Can you help me understand how to turn this off, or to at least tell Windows how to selectively do this?
Thank you,
Chris
I followed your steps at the top and found out how to exclude folders.
That is really a nightmare! I have hundreds of folders and their subfolders which I need to exclude.
It's a shame the Win-gineers didn't think to offer an option to select to INCLUDE folders so that a few folders could be selected easily and quickly.
And while I've been reading and looking at this I've been waiting for the Properties window to appear for the 131,405 files mentioned above. I selected them all and then chose to view properties (I'm just glad Windows didn't decide to open of a properties window for each file )... the window finally appeared and the UTC files are using 46.8 GB of HDD.
So I reset the file history to save on the external drive as you mentioned.
I hope I didn't jack things up by deleting so many files before looking for this post.
Chris
"...If you want it to be protected, remove encryption ..."
This is worsened with Windows 7 Backup being removed from Win81.
Can I take backup of Open Files, which are currently open? For example PST files when the backup scheduled to NAS box?

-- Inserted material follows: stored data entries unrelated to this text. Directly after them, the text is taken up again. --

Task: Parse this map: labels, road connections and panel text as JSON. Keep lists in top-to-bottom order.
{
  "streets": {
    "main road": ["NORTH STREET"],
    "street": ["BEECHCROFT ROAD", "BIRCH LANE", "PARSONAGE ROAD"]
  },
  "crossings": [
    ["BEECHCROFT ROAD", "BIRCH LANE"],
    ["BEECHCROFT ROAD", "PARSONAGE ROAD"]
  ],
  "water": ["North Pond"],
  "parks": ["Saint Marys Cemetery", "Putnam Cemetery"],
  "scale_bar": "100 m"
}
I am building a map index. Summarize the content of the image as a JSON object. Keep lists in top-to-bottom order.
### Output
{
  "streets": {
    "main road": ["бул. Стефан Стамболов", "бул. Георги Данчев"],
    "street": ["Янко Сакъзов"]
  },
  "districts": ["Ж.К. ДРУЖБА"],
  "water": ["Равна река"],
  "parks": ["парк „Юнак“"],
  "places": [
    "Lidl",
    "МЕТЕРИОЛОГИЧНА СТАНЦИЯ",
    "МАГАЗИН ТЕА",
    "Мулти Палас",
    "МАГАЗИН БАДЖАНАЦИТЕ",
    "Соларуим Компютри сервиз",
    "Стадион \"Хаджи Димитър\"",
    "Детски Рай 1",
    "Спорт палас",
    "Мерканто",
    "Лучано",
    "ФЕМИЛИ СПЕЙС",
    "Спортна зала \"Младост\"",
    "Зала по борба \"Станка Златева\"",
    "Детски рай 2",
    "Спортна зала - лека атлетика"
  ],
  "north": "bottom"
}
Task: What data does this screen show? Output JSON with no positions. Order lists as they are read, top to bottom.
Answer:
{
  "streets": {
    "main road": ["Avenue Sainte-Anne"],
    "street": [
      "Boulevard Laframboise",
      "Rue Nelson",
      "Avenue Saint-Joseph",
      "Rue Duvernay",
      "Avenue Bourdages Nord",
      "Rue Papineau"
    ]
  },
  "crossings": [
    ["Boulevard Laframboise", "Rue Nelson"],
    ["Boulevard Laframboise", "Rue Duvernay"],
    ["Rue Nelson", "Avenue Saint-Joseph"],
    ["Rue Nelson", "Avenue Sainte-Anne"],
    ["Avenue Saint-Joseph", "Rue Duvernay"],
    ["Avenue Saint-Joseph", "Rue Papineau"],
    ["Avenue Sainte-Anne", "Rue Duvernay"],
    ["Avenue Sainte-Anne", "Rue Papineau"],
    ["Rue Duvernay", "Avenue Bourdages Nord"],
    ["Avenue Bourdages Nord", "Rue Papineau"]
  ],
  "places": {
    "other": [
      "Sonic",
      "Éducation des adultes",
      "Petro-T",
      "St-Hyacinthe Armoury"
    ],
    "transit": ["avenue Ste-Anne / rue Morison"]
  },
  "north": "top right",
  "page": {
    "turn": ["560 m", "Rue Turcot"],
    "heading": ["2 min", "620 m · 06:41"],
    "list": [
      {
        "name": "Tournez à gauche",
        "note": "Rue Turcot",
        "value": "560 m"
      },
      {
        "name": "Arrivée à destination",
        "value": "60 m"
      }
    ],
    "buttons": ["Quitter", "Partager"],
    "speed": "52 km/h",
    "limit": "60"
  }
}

Especially Netgear ReadyNAS..
Regards
Mohamed Ibrahim
We have SAMBA DC and somehow with local computer user File History works ok, but when i try to start it with any domain user or root it doesn't even start. Nothing happens.
Any idea why?
Nice post. I have been using FH for backup and restore, and was just wondering about how does it handle any locked files (files open by applications) when it is taking the backups?
Do we miss the files which are open with exclusive locks, while backup copies them to local cache, or does the backup scheduler waits the file to be released, if it was not available at the time of backup (to local cache)?
1- how can i use local drive to backup data because i dont want to use network drive for my source file of my apps?
2- is it possible just to make unique backup files?
Can you selectively delete files from the history? I have some big files (disk images, etc.) that were on my desktop temporarily, but I don't need anymore and deleted, but they are still taking place in the back up. Can I delete them without affecting the integrity of the history archive?
Anyone know? I just did it, it any case. :)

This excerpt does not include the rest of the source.